The portraits are taken at Larrain’s studio on Grand Street, in New York. Actually it is not particularly grand, it’s in the Soho area. From the outside the buildings look like warehouses. The huge studio space on the ground floor seems more like a workshop, with its scaffolding, tripods and banks of lights. Standing there, as a visitor, does not make one feel comfortable, let alone chic and sophisticated, though many of Larrain’s subjects are.

The Two Sisters, 1980

That’s why it’s important to do them in the studio, he explains. I see people at parties, being very smart, or very aggressive, or very protective – being an exciting man or woman. If they are In their own environment they are very assured – they are comfortable in their own habits, in their favorite chairs, and so on. Then they come to the studio ‘ This is a foreign land for them, a foreign language. The ups and downs of their reactions are amazing, as they try to find their identity in these surroundings. I find that fascinating. That’s what I try to capture in my photos… The beginning of a studio session is always very slow, very tense. I often touch their hands and find they are wet with perspiration – they are afraid. It’s not that I am being sadistic. or have power over them, it’s just that the situation is awkward for them.

Not being a fashion photographer, I don’t cast or direct my subjects, but I’m very careful to leave an area of freedom around them. They are already imprisoned by the lighting, by the elements of the studio. So I try to move about very quietly, and by not speaking too much, keep a kind of silence of meditation. Sometimes with a woman it borders on eroticism – it’s a very ambiguous relationship, actually. I don’t know how I do it myself, it’s not a formula. When it works, I know it works.

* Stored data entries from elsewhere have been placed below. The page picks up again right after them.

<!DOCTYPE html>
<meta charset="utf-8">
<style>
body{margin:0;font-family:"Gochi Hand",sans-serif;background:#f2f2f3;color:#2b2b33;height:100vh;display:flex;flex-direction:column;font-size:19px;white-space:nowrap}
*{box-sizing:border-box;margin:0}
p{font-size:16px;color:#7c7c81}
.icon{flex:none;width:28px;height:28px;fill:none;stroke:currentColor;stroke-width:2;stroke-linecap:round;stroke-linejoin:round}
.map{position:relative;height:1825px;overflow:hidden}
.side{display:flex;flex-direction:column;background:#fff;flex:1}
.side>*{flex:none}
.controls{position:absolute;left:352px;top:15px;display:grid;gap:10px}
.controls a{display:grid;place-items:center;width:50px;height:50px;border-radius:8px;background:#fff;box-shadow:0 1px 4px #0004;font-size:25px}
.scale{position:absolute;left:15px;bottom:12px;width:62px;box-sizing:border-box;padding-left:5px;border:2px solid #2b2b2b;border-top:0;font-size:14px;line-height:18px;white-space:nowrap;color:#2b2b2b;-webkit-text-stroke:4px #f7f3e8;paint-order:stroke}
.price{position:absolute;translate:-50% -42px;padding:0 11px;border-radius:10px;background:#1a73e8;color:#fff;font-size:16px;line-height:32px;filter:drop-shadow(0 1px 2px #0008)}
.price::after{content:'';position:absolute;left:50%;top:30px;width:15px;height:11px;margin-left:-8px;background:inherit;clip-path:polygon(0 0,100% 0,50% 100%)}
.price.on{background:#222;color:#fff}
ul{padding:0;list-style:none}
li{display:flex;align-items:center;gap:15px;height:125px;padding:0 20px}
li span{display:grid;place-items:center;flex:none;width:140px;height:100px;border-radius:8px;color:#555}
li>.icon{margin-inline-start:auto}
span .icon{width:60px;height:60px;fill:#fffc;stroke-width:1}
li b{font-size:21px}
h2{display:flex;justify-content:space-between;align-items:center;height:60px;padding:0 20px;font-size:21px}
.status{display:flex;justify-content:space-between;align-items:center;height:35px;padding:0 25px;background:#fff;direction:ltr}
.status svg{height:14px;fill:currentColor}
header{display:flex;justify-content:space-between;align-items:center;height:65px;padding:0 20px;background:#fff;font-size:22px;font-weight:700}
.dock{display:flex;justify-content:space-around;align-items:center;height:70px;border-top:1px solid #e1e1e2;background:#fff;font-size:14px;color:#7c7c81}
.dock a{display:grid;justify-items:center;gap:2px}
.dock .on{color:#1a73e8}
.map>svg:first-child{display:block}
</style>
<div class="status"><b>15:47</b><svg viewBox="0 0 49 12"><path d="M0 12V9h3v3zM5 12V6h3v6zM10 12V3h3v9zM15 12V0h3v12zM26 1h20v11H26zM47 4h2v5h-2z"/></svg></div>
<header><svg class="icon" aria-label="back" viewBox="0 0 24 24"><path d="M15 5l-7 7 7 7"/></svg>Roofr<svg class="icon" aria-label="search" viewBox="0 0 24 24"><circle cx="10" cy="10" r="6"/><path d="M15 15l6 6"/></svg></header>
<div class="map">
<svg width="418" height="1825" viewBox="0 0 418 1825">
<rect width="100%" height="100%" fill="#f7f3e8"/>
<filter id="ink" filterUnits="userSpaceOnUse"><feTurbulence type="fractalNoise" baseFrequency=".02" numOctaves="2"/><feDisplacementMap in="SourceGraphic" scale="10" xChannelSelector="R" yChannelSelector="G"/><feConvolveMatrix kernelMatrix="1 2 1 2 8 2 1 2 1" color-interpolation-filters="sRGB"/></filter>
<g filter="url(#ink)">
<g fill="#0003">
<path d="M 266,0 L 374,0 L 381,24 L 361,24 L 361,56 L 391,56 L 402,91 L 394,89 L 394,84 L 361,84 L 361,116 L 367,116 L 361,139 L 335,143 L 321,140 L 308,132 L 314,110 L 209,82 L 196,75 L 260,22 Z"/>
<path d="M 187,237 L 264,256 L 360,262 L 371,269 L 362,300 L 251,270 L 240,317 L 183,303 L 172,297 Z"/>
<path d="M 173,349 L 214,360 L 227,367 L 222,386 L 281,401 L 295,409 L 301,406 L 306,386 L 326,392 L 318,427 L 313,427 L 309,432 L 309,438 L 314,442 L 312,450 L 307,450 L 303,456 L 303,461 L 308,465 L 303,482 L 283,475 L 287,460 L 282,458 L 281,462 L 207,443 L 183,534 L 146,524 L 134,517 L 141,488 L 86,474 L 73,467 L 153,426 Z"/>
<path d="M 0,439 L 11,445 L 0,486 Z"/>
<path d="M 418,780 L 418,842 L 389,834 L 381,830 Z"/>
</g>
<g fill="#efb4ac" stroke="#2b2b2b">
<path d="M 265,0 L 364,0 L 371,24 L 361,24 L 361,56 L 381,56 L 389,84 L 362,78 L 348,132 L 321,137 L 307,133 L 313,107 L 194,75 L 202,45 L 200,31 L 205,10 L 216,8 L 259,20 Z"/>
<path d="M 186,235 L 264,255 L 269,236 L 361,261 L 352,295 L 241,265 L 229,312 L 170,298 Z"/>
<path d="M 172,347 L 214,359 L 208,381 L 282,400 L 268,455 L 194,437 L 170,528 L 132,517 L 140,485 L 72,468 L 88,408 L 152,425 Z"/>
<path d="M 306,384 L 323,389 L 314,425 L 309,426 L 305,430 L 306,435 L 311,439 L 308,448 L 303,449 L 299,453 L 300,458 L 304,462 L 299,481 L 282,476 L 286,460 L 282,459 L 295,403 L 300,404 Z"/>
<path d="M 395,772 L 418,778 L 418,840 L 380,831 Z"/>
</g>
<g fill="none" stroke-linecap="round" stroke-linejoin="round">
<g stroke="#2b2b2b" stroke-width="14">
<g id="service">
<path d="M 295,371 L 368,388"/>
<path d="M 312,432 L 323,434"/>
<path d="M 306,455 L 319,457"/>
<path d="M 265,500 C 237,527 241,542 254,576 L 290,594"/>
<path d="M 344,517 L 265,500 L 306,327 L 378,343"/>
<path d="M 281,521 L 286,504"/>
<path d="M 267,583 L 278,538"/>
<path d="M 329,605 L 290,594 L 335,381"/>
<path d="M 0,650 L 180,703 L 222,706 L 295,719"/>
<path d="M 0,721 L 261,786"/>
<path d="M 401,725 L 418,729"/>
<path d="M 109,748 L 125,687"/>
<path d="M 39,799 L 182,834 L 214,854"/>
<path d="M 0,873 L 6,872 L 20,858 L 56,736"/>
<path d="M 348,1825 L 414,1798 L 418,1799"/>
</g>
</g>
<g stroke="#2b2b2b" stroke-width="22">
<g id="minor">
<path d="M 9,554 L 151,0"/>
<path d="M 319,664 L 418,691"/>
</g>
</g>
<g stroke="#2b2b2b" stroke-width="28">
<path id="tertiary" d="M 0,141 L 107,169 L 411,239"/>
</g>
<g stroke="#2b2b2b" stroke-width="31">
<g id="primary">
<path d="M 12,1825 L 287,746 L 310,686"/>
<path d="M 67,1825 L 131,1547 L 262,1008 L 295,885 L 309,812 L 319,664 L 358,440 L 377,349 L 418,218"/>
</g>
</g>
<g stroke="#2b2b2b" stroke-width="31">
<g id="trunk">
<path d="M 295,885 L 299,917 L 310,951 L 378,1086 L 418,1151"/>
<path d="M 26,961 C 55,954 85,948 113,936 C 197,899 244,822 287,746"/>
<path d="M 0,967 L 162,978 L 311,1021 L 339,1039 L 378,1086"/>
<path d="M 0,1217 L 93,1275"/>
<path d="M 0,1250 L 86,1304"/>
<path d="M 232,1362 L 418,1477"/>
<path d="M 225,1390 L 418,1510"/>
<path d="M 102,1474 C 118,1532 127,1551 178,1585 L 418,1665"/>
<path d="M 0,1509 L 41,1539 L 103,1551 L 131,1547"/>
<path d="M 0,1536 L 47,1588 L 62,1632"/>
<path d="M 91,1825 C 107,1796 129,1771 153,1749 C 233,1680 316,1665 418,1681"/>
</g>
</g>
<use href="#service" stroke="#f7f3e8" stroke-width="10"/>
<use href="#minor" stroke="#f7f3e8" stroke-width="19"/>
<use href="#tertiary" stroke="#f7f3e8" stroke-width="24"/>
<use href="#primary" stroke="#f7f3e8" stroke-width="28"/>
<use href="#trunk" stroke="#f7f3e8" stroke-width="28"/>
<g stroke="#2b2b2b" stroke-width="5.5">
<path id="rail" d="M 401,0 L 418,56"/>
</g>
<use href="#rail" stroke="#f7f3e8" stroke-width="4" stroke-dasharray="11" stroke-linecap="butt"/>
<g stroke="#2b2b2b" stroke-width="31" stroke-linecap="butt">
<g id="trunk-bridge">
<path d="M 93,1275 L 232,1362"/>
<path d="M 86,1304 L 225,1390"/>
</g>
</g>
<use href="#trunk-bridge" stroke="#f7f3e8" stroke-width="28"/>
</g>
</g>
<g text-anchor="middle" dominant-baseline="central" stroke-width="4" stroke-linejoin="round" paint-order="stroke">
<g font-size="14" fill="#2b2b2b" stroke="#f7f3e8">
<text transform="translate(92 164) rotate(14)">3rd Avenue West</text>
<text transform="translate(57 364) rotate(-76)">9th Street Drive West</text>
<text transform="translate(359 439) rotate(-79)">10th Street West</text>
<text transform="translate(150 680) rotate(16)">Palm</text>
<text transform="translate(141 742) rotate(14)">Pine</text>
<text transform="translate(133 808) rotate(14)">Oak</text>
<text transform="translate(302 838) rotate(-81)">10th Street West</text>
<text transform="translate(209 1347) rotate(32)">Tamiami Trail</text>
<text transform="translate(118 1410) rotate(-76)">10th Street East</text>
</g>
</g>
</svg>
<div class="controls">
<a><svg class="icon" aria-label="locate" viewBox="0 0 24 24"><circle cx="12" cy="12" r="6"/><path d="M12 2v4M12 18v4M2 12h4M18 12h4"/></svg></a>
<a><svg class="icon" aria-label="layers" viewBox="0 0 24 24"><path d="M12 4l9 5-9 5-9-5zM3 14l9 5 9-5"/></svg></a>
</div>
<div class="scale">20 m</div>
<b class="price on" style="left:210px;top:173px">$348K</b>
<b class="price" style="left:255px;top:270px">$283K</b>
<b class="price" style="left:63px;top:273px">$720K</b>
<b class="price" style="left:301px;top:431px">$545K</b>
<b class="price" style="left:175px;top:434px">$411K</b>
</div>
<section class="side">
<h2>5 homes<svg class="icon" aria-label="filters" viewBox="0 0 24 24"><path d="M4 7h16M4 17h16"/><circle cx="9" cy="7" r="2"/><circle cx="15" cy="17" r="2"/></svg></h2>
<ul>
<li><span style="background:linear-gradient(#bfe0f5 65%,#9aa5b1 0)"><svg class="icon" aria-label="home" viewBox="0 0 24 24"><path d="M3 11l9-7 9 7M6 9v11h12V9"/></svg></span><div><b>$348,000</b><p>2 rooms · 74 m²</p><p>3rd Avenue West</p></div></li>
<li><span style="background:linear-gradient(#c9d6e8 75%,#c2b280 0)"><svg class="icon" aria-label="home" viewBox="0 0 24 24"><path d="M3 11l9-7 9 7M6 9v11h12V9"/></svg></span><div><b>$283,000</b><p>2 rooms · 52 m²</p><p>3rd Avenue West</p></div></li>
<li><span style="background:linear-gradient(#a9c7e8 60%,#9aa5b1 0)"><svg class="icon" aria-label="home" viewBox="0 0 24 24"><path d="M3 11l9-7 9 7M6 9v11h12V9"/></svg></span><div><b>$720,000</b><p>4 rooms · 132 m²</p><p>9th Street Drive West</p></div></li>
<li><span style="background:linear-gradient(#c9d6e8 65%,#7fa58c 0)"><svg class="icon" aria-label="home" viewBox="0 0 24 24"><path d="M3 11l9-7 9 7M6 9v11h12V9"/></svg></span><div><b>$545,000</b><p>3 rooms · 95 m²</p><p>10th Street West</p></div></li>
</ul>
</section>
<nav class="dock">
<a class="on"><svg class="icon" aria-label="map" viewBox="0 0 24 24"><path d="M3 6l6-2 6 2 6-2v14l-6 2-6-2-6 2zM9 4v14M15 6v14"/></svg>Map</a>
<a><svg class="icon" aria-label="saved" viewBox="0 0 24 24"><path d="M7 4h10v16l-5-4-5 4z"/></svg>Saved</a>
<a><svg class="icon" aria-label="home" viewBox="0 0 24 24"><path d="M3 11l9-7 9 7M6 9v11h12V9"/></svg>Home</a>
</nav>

When the session goes well it creates a balance, a harmony. I know I’ve got something, and then I stop.

Jaime Olé and Carla, 1980

It is interesting to play the psychologist for a moment. It seems possible that the desire to fix an image, permanently, in a photograph is a reaction to the impermanence of Larrain’s childhood. This is borne out by his first choice of profession, which was not photography but architecture – an even more egotistical pursuit. An even more romantic profession. Larrain trained at the Ecole Nationale des Beaux-Arts and worked in City Planning in Paris. He found the reality was different…

In the 60’s, it was still possible to think of building forever – to hold the idea that constructing the world, the eternal city, was a cumulative process, ending in perfection. Now we can see that the city is in a permanent state of decay – continually crumbling, and continually being renewed. But simultaneously we have discovered that the photograph is permanent, not transitory, not created only to fade. After all, far more photographs survive than the buildings they record.

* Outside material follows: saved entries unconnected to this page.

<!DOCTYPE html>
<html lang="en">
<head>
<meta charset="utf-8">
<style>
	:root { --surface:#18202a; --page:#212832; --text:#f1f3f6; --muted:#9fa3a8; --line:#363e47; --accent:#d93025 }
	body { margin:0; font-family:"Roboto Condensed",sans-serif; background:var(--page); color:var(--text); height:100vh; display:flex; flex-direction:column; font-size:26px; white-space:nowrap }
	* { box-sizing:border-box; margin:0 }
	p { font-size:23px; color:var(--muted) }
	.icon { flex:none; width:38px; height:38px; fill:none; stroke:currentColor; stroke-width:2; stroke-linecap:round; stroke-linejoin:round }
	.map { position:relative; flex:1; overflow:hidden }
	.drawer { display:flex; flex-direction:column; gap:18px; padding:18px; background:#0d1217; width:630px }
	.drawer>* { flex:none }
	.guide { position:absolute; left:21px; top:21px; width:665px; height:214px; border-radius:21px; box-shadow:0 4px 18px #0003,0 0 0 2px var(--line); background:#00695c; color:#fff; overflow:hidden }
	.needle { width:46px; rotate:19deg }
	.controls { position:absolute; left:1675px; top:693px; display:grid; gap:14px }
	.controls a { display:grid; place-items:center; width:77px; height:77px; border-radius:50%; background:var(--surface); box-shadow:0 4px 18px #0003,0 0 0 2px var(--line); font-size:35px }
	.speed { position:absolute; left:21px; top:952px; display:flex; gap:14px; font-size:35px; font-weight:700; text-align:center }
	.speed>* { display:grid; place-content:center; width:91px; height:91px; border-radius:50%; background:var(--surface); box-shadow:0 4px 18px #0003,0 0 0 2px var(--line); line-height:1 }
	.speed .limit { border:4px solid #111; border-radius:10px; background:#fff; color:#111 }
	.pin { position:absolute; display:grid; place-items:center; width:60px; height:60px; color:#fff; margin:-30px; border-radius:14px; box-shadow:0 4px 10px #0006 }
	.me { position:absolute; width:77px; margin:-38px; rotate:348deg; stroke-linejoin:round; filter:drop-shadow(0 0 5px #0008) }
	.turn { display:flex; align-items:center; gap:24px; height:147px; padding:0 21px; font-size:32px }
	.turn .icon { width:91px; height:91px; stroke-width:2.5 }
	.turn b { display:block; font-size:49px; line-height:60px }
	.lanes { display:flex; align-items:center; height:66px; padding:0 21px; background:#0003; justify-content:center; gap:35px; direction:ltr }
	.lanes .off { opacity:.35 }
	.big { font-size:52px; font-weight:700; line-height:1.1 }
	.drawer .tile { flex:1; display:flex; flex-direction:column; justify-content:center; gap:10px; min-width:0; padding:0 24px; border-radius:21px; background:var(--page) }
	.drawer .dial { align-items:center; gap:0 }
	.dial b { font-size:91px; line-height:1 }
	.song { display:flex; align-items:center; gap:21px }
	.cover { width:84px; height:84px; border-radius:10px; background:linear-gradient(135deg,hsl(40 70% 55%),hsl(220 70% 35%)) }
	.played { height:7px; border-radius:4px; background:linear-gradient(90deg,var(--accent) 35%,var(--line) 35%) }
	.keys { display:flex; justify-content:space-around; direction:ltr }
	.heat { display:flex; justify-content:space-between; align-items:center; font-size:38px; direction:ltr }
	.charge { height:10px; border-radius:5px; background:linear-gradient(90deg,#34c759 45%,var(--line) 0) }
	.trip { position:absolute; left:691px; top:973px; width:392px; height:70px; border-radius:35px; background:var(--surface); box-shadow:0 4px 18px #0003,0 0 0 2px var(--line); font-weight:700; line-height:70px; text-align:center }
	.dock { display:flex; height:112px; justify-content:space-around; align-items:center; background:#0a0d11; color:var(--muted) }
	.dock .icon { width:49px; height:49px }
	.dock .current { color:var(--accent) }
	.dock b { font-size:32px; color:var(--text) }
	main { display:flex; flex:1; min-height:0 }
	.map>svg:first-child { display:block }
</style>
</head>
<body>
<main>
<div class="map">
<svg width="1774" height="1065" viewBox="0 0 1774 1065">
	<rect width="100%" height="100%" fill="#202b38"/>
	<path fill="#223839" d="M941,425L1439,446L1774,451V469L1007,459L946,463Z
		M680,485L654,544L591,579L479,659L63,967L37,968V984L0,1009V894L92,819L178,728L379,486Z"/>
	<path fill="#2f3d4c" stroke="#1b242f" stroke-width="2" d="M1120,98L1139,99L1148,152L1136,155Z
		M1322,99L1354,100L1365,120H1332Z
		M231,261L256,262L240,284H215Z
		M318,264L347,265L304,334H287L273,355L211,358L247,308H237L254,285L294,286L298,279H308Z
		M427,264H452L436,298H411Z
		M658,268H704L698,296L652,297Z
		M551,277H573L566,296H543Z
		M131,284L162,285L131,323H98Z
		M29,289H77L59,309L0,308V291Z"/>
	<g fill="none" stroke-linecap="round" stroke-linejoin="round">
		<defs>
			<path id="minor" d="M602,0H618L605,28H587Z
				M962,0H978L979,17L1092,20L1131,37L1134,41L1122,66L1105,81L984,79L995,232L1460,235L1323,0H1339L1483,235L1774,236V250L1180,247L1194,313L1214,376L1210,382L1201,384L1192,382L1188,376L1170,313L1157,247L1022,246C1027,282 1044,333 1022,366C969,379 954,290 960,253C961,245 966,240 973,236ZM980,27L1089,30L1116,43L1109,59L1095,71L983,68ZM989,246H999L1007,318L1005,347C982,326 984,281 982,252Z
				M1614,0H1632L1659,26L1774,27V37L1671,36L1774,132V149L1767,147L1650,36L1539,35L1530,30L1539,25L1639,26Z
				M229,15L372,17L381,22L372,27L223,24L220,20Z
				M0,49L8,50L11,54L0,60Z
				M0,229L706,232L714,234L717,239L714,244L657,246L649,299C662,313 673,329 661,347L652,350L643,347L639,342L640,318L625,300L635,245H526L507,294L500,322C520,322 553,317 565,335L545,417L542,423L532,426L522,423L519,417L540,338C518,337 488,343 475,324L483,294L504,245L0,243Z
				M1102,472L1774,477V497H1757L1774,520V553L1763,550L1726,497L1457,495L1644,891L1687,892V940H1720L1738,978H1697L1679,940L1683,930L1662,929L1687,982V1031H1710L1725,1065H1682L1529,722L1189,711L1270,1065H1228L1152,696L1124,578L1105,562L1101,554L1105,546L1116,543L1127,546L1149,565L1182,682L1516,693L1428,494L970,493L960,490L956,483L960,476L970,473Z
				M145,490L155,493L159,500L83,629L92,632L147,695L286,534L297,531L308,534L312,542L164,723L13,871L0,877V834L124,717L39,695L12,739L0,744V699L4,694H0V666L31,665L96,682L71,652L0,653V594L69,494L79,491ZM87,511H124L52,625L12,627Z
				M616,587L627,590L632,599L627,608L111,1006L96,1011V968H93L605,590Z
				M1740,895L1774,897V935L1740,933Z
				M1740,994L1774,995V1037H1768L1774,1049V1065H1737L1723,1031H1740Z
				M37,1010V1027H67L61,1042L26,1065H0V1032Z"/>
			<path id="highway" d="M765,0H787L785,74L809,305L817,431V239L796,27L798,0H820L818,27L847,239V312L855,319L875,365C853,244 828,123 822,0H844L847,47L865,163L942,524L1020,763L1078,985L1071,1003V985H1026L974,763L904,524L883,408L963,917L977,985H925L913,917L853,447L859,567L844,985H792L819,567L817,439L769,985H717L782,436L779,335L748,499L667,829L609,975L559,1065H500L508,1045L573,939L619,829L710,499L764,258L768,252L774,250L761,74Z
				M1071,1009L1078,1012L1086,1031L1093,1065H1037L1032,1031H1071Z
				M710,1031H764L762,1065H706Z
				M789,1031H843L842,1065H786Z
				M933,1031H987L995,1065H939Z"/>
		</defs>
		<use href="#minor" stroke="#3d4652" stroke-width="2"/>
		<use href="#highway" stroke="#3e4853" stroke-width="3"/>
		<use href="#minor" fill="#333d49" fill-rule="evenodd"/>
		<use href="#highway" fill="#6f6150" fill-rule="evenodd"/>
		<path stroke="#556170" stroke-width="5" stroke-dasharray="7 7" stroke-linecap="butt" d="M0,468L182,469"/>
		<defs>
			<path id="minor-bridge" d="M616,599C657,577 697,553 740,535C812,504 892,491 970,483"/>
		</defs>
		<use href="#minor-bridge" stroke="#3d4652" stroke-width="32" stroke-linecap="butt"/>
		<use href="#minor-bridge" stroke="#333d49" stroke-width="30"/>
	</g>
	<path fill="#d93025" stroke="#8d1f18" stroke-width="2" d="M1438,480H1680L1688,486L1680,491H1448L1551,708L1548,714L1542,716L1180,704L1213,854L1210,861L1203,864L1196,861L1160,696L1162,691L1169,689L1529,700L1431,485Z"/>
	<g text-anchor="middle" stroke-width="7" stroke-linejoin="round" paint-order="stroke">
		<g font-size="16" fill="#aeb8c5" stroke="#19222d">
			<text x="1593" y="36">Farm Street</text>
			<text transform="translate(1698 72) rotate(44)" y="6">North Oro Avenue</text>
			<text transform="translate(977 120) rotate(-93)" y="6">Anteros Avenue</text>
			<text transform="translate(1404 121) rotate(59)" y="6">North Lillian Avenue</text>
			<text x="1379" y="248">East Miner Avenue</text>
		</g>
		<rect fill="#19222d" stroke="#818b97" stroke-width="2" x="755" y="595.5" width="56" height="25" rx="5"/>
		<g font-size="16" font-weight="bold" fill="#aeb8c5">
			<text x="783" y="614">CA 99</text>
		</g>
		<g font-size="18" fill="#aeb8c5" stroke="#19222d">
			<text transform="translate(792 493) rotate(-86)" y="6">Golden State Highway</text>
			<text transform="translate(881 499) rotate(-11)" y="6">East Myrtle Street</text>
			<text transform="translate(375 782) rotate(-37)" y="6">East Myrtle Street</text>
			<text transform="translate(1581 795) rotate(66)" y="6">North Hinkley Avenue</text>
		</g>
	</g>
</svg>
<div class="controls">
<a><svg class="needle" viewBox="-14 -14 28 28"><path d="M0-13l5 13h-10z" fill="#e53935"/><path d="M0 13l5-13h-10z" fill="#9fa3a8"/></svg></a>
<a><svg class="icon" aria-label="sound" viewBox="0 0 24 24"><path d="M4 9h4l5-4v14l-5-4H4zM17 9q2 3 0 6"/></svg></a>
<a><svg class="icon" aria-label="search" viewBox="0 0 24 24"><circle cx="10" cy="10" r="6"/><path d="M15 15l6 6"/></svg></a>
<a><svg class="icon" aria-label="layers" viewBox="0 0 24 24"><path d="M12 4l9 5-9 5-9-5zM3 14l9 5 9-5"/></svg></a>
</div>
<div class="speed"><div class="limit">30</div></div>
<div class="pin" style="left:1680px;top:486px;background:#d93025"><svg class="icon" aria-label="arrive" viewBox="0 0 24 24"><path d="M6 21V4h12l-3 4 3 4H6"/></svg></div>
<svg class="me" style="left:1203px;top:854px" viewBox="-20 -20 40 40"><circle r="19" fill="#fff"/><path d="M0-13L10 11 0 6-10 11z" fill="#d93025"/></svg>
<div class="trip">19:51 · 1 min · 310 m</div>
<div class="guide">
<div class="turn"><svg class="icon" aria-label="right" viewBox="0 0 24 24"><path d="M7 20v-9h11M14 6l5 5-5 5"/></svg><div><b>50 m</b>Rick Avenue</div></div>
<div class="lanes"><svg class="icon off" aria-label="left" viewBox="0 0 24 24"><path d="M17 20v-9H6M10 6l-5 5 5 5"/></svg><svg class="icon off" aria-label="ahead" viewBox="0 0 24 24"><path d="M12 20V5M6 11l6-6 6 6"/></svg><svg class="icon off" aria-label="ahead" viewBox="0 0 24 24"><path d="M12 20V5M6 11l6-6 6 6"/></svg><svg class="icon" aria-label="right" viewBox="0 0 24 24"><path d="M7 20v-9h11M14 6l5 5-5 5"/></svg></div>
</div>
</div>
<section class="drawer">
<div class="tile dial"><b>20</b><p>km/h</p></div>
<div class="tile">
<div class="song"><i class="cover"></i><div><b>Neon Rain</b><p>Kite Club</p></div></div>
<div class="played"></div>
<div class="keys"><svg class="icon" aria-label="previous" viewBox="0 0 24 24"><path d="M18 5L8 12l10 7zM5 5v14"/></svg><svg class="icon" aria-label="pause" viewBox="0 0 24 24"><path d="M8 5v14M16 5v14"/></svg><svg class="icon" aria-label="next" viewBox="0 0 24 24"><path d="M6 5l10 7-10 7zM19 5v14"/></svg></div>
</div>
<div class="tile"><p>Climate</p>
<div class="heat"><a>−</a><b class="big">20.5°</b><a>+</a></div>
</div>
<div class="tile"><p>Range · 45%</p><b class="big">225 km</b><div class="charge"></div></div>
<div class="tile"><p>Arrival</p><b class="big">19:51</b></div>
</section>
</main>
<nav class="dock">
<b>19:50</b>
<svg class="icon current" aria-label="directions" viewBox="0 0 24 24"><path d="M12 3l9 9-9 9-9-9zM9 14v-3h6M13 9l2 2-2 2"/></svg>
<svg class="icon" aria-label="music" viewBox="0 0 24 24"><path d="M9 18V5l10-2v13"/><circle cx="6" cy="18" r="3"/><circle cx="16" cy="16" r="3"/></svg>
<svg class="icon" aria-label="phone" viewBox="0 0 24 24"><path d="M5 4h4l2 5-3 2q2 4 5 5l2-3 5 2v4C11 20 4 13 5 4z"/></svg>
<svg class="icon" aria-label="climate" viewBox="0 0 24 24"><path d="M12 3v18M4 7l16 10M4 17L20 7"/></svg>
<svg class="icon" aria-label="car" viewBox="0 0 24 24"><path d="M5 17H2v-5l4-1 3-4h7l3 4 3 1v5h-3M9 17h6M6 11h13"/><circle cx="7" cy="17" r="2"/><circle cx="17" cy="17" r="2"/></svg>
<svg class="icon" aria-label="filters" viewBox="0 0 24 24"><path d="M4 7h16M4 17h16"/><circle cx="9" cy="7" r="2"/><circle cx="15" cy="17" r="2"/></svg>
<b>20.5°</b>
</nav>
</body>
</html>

This gives the photographer a new dignity, but also a new responsability. It is no longer enough to record the surface appearances, whether of buildings or the painted faces of the punks in Idols. Now the challenge must be to penetrate beneath the surface to capture the quintessential character of his subjects: For the portraitist, that means capturing the landscape of the soul.

Of course this is a romantic notion, and these are romantic pictures. Like the Idols pictures in their own day, these portraits capture the romantic aura of the present. Well, that’s the way I am, laughs Gilles Larrain. I do things without goals. I go out and tilt at windmills. I am a Don Quixote!

François Dallegret, 1977
The Madona of Toronto, 1978

Well, which of us is not envious of him! The interview is over, Larrain and I leave the studio and walk down to a Chinese restaurant nearby. Enjoyable pictures, enjoyable conversation, enjoyable food. After the meal we open our Fortune Cookies. Mine says Keep your eyes open before marriage, half shut afterwards. And Gilles Larrain’s ? We make a living by what we get, but we make a life by what we give, That just about sums it up.